The krasnyi Pinkertonitscha movement continued through the 1920s into 1932. Its authors faced increasing criticism from hardline literary critics for their "bourgeois" elements, from the formulaic characters to the supposed ideological incompatibility of Soviet collectivist values with individualistic protagonists. But the Soviet government did not put an end to the krasnyi Pinkertonitscha until 1932, when the government decreed that Soviet literature and film must be explicitly collectivist and Communist, and literature bearing foreign influence, such as genre fiction, was fundamentally suspect. The production of pulp sf, like pulp detective fiction, began to dwindle, although it did not disappear until the start of World War Two. As late as 1938 Aleksandr Beliayev wrote "Black Light," about an eye transplant which gives its recipient the ability to see electrical currents, telegraph signals, and even the human nervous system. In 1935 Georgi Grebner made the film The Loss of Death, about an American inventor who invents a set of robots who are very strong, inexhaustible, and lack the ability to feel emotions. Wicked capitalists soon take the robots away and bad things follow.

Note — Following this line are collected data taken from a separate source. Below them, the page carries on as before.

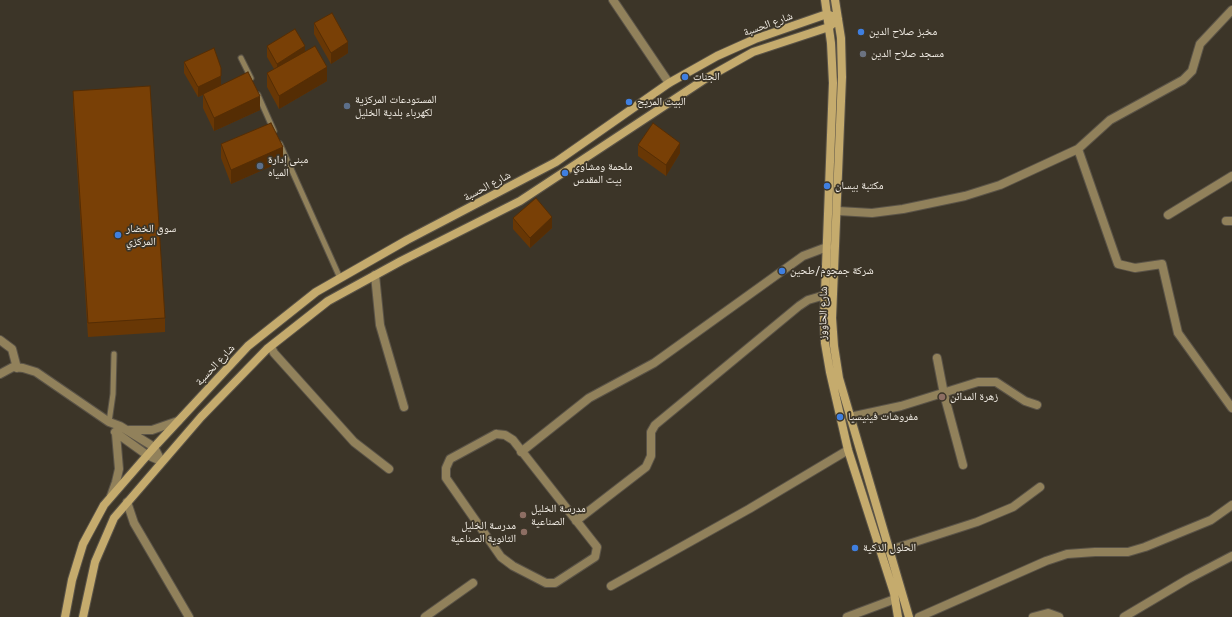 <!DOCTYPE html>
<html>
<head>
<meta charset="utf-8">
<style>
	body { margin:0 }
	canvas { display:block; background:#3c3528 }
</style>
</head>
<body>
<canvas width="1232" height="617"></canvas>
<script>
const g = document.querySelector('canvas').getContext('2d');
g.lineJoin = 'round';
function poly(rows) {
  const path = new Path2D();
  for (const r of rows) {
    path.moveTo(r[0], r[1]);
    for (let i = 2; i < r.length; i += 2) path.lineTo(r[i], r[i + 1]);
  }
  return path;
}
function trace(path, color, width, dash) {
  g.strokeStyle = color;
  g.lineWidth = width;
  g.lineCap = dash ? 'butt' : 'round';
  g.setLineDash(dash || []);
  g.stroke(path);
}
function paint(path, color) {
  g.fillStyle = color;
  g.fill(path, 'evenodd');
}
function drawText(font, color, halo, rows, align = 'center') {
  g.font = font + ' "Golos Text","Noto Naskh Arabic",sans-serif';
  g.lineWidth = 3.5;
  g.setLineDash([]);
  g.textBaseline = 'middle';
  g.strokeStyle = halo;
  g.fillStyle = color;
  for (const [text, x, y, turn = 0] of rows) {
    g.save();
    g.translate(x, y);
    g.rotate((+turn || 0) * Math.PI / 180);
    g.textAlign = isNaN(turn) ? turn : align;
    if (halo) g.strokeText(text, 0, 0);
    g.fillText(text, 0, 0);
    g.restore();
  }
}
const service = poly([
	[241,58,251,78],
	[258,95,274,131],
	[280,144,340,278],
	[109,422,113,394,114,354]
]);
const minor = poly([
	[613,0,669,83],
	[1078,149,1118,264,1135,268,1162,264,1178,333,1232,408],
	[838,211,872,213,903,209,965,196,1000,185,1078,149,1110,120,1183,80,1192,71,1200,44,1232,10],
	[1168,215,1232,176],
	[1226,221,1232,221],
	[375,275,380,325,404,407],
	[0,340,12,349,17,368],
	[271,347,274,353,354,442,389,469],
	[937,358,944,394,963,465],
	[0,374,13,367,23,368,36,372,109,422,120,426,154,447,161,461],
	[850,417,901,406,978,382,996,382,1025,401,1037,405],
	[129,430,152,430,178,421],
	[115,432,147,455,161,461],
	[496,434,505,435,513,440,597,547,595,557,555,583,546,583,513,566,501,557,446,478,446,468,450,459,496,434],
	[521,452,589,398,654,363,803,256,827,247],
	[111,496,116,482,119,469,116,434],
	[127,502,134,523,189,617],
	[576,521,646,467,651,456,651,432,655,425,799,306,808,300,825,295],
	[890,550,977,522,1013,507,1040,487],
	[611,586,749,509,848,450],
	[425,617,473,583],
	[847,617,895,599],
	[919,617,1046,561,1067,554,1095,552,1128,552,1145,547,1211,520,1232,505],
	[1033,617,1048,613,1059,617],
	[1124,617,1188,579,1232,556]
]);
const secondary = poly([
	[825,0,831,43,833,83,824,319,825,343,830,372,848,450,894,593,898,617],
	[835,0,841,38,842,77,832,318,834,346,839,378,909,617],
	[65,617,72,580,83,544,104,505,157,444,248,346,316,292,407,240,556,162,669,83,717,56,755,39,827,14,838,19,829,27,753,52,705,79,520,201,401,261,328,301,267,349,201,417,114,518,95,562,83,617]
]);
const wall = poly([
	[314,23,348,53,331,64,314,34],
	[267,46,305,52,327,81,279,109,267,87,267,73,274,69,267,57],
	[184,62,221,79,221,85,260,110,214,131,203,108,203,95,198,97,184,73],
	[73,91,165,318,165,332,88,337,73,105],
	[221,144,283,161,231,184,221,158],
	[638,145,680,153,666,176,638,156],
	[513,218,552,228,530,248,513,229]
]);
const shadedWall = poly([
	[348,42,348,53,331,64,331,53],
	[305,46,305,57,277,74,277,64],
	[327,67,327,81,279,109,279,96],
	[221,68,221,86,198,97,198,87],
	[260,96,260,110,214,131,214,118],
	[680,143,680,153,666,176,666,165],
	[283,147,283,161,231,184,231,170],
	[552,217,552,228,530,248,530,238]
]);
const building = poly([
	[332,13,348,42,331,53,314,23,332,13],
	[295,29,305,46,277,64,267,46,295,29],
	[315,46,327,67,279,96,267,73,315,46],
	[214,48,221,68,221,76,198,87,184,62,214,48],
	[248,72,260,96,214,118,203,94,248,72],
	[150,86,165,318,88,323,73,91,150,86],
	[271,123,283,147,231,170,221,144,271,123],
	[653,123,680,143,666,165,638,145,653,123],
	[536,198,552,217,530,238,513,218,536,198]
]);
const markers = [
	[861,32,4,"#3f7fe0"],
	[863,54,4,"#6b7280"],
	[685,77,4,"#3f7fe0"],
	[629,102,4,"#3f7fe0"],
	[347,106,4,"#5c6f8a"],
	[260,166,4,"#5c6f8a"],
	[565,173,4,"#3f7fe0"],
	[827,186,4,"#3f7fe0"],
	[118,235,4,"#3f7fe0"],
	[782,271,4,"#3f7fe0"],
	[942,397,4,"#8d6e63"],
	[840,417,4,"#3f7fe0"],
	[523,515,4,"#8d6e63"],
	[524,532,4,"#8d6e63"],
	[855,548,4,"#3f7fe0"]
];
const streetNames = [
	["شارع الحسبة",768,24,-20],
	["شارع الحسبة",487,186,-28],
	["شارع الحاووز",823,313,-89],
	["شارع الحسبة",215,365,-47]
];
const poiNames = [
	["مخبز صلاح الدين",869,32],
	["مسجد صلاح الدين",871,54],
	["الجنات",693,77],
	["المستودعات المركزية",355,100],
	["لكهرباء بلدية الخليل",355,113],
	["البيت المريح",637,102],
	["مبنى إدارة",268,160],
	["المياه",268,173],
	["ملحمة ومشاوي",573,167],
	["بيت المقدس",573,180],
	["مكتبة بيسان",835,186],
	["سوق الخضار",126,229],
	["المركزي",126,242],
	["شركة جمجوم/طحين",790,271],
	["زهرة المدائن",950,397],
	["مفروشات فينيسيا",848,417],
	["مدرسة الخليل",531,509],
	["الصناعية",531,522],
	["مدرسة الخليل",516,526,"right"],
	["الثانوية الصناعية",516,539,"right"],
	["الحلول الذكية",863,548]
];
trace(service, '#5a5347', 7);
trace(minor, '#5a5347', 10);
trace(secondary, '#5a5347', 10);
trace(service, '#91815b', 5);
trace(minor, '#91815b', 8);
trace(secondary, '#c5ab6d', 8);
paint(wall, '#683705');
paint(shadedWall, '#552d04');
paint(building, '#794006');
trace(building, '#552d04', 1);
for (const [x, y, r, color] of markers) {
  const dot = new Path2D();
  dot.arc(x, y, r, 0, 2 * Math.PI);
  g.fillStyle = color;
  g.fill(dot);
  trace(dot, '#3c3528', 1.5);
}
drawText('11px', '#f5f0e8', '#3c3528', streetNames);
drawText('11px', '#f5f0e8', '#3c3528', poiNames, 'left');
</script>
</body>
</html>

But the archetypal Russian pulp sf took place in the 1930s, during the years when it was being phased out. Just as the archetypal Gothic, Charles Maturin's Melmoth the Wanderer, was published in 1820, near the end of the Gothic's era, so did Ilya Selvinsky write the ultimate Russian pulp sf in 1933. Selvinsky's play Pao-Pao is about a German scientist who transplants a human brain into the head of an orangutan. The result is Pao-Pao, who the scientist teaches to become a proper communist. He succeeds, and Pao-Pao tries to help his primate brethren in the Moscow Zoo, but he is rejected by a gorilla, and when a Soviet scientist tries to rescue Pao-Pao the scientist is killed. The play ends with Pao-Pao holding up the body of the Soviet scientist, turning to the audience, and saying, "Now do you understand the meaning of life?"